Updating white papers overcomes inertia
Most companies still are slow to change printed pieces. Once “finished,” those items remains untouched until they’re brave enough to tackle the process again. Most of the time, they won’t develop that courage for years. Their company changes with each passing month, their market changes every week, but their white paper continues to share information that hasn’t been updated since 2014. Instead of serving as an up-to-date reflection of the company and its business, the white paper becomes every bit as useful as those stacks of brochures in the storeroom.
Updating white papers should happen regularly
The key to keeping things current is to stop thinking about your white paper as a one-time project and start thinking of it as a living reflection of your business. Revise the content frequently, because your company and your world are constantly changing. Don’t be afraid to rework something if you discover a better way to say it. Be particularly careful about using information tied to dates. If your white paper references your 2016 model, readers will conclude the rest of the information is just as dated, and will assume your company doesn’t care about sharing up-to-date information.
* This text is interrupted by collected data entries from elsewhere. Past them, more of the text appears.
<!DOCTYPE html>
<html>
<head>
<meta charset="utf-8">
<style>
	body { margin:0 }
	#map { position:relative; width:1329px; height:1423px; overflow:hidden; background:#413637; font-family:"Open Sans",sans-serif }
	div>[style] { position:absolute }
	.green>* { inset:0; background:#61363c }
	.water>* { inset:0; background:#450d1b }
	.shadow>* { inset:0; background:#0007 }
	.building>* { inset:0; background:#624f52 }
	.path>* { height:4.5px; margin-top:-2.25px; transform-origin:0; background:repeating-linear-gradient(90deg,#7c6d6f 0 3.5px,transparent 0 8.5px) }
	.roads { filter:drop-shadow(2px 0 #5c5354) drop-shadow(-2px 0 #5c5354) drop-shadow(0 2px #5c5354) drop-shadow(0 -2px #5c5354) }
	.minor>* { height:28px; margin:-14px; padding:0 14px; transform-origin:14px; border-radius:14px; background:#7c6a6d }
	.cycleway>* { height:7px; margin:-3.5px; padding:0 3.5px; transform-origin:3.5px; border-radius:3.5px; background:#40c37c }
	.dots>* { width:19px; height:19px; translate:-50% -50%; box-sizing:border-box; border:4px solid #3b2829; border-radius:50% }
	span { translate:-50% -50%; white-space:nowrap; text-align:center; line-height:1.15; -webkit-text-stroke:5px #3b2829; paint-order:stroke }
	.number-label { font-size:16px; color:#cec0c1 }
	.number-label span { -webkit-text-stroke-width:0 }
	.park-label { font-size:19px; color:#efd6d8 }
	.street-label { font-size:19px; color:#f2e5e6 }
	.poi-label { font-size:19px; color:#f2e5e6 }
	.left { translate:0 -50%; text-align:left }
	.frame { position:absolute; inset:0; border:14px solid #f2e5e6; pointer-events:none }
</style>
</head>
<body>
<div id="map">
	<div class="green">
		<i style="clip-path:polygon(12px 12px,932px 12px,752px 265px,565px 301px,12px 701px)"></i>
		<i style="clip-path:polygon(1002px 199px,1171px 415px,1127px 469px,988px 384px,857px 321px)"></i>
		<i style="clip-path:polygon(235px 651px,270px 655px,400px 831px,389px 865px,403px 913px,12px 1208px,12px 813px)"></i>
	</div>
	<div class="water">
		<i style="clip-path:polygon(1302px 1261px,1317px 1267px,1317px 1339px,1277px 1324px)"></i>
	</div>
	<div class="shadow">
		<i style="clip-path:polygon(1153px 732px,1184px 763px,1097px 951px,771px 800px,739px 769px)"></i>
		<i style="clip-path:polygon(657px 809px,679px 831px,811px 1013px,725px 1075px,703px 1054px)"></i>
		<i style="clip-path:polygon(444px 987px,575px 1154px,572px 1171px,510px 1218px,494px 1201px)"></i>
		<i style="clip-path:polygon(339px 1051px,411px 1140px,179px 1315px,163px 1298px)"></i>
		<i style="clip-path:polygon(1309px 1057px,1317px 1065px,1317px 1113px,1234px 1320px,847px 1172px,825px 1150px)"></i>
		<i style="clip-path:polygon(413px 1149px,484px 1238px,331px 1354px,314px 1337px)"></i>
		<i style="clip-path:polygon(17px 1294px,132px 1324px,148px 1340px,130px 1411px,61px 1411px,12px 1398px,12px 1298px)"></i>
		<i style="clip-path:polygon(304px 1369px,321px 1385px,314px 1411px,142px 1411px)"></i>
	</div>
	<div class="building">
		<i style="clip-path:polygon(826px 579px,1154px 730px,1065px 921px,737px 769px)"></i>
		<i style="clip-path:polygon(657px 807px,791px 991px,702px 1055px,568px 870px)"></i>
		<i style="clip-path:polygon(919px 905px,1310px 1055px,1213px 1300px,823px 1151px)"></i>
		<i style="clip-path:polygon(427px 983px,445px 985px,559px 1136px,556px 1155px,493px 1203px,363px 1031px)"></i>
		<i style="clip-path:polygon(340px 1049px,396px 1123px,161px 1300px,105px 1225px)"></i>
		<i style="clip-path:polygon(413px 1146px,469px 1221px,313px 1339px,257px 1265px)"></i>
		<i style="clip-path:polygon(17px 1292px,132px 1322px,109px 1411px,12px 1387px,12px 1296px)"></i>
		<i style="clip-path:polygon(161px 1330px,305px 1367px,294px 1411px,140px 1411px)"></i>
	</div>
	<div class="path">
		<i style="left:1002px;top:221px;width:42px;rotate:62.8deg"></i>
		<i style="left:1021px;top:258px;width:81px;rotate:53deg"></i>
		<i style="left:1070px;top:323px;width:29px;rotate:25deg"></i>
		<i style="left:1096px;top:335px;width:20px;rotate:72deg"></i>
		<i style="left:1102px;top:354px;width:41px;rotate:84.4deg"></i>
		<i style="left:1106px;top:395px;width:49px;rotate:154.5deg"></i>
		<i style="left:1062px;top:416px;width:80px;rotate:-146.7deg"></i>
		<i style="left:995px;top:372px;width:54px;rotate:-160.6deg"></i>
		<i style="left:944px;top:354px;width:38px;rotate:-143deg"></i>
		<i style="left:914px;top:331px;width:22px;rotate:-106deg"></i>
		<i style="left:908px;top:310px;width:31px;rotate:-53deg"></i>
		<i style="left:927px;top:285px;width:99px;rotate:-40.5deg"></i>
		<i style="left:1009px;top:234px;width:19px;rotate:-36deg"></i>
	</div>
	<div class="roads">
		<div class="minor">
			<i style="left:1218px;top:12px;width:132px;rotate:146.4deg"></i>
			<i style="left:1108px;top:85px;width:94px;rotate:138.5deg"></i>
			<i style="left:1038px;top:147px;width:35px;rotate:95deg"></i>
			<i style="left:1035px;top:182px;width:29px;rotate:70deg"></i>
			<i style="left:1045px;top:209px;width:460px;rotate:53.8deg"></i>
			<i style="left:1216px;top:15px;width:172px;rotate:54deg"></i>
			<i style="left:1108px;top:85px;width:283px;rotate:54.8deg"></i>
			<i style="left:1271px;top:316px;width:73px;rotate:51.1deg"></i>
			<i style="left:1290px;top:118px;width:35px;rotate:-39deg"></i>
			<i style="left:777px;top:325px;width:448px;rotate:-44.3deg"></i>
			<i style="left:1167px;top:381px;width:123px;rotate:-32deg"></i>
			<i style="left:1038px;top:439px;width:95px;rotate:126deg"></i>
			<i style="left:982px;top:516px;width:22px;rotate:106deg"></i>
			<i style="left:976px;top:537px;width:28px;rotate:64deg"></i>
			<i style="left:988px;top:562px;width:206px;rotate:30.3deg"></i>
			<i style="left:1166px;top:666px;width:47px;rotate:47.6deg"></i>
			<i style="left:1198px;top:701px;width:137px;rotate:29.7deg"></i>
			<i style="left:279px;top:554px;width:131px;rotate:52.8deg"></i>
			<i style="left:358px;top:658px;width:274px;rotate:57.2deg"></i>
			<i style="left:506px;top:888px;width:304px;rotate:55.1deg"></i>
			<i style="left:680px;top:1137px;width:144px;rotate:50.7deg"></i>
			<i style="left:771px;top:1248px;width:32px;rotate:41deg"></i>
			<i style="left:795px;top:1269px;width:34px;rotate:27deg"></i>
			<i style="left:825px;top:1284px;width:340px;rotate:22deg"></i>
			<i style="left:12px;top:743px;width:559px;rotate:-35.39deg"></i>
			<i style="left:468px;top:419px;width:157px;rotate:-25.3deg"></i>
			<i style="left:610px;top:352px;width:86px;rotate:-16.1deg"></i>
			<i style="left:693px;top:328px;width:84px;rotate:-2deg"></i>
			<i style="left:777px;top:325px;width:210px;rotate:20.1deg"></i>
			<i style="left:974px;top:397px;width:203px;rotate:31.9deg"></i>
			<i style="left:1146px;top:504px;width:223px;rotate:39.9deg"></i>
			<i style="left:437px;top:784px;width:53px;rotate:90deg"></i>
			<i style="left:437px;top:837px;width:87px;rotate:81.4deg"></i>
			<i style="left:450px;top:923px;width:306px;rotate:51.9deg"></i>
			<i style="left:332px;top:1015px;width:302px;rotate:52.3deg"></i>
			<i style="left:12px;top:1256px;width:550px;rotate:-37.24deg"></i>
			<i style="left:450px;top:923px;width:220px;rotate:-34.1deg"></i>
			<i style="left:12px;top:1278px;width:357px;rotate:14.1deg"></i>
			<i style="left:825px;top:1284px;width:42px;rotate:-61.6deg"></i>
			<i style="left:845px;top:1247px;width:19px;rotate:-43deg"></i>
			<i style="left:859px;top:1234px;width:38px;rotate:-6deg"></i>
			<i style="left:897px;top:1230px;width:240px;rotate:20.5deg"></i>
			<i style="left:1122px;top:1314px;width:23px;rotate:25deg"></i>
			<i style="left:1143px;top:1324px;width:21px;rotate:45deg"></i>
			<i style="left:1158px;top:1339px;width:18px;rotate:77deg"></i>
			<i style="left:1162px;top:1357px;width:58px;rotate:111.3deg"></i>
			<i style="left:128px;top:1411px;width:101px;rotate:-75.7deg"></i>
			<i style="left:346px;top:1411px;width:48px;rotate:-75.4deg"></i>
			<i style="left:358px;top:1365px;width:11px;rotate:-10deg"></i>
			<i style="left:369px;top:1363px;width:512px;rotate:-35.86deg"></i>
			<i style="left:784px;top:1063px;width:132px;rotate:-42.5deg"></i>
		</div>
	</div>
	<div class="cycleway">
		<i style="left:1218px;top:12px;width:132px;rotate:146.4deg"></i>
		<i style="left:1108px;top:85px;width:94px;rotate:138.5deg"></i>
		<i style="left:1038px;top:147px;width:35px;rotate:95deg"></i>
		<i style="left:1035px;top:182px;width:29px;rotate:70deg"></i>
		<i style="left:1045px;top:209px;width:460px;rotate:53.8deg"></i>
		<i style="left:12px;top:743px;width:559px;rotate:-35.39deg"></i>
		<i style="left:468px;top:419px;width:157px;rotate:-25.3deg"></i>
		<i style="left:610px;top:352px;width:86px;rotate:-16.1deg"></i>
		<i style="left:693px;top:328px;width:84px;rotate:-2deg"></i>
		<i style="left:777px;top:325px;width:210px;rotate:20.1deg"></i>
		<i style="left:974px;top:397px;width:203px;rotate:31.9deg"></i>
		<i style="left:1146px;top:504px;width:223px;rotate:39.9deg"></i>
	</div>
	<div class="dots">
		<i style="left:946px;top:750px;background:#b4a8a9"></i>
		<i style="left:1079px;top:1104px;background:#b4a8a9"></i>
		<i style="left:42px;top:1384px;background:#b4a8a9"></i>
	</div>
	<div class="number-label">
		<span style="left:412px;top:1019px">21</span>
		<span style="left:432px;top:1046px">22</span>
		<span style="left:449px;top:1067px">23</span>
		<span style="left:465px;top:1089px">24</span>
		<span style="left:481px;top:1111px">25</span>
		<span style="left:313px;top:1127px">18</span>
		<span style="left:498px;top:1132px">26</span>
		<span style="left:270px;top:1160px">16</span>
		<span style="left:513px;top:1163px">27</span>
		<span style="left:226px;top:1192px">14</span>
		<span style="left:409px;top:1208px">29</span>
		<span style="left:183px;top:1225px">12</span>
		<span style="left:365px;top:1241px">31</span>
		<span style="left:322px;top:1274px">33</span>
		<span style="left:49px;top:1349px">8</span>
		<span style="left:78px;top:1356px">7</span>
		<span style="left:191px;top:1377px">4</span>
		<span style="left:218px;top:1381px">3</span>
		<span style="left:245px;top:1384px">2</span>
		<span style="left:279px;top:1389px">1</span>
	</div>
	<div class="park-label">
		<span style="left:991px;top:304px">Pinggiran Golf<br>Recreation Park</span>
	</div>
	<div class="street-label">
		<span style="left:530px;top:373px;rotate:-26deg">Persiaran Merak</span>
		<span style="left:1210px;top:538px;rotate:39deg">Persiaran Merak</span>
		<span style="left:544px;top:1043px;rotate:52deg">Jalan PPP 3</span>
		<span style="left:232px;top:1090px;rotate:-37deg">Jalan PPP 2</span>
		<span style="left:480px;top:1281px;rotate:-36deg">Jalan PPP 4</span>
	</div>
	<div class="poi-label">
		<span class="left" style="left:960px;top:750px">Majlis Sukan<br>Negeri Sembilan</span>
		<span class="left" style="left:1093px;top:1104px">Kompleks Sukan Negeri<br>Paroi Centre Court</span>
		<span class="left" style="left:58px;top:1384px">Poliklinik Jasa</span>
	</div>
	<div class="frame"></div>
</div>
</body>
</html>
Set up a regular review process
One way to keep white papers from becoming stale is to review them regularly and religiously. Designate a particular day each month for your task list. Take an hour or so that day to review your white papers and consider the content in light of what’s happening within your organization. Look for new developments that aren’t reflected and old items that need to go away. Then make all the needed changes.
Ask an outside expert
It may also be worthwhile to engage an outside marketing professional to perform a quick assessment of your white paper. A fresh set of eyes may identify shortcomings that are obvious to the outside world, but haven’t been noticed internally. An outsider brings several advantages:
- Independent and neutral. An outsider such as a professional white paper writer will bring more objectivity to the process and be better able to point out how your audience might not come away with the same impression of what you plan to say. An outsider has fewer preconceived notions and internal assumptions about your product or service and can also challenge your team’s biases and opinions.
- Conveniently ignorant. While you might think an outsider is at a disadvantage because they lack your level of knowledge, it can actually be a big advantage. Because they have to develop a thorough understanding before presenting your message to the outside world, they’ll have to ask a lot of questions that are likely to be many of the same questions prospective customers might ask.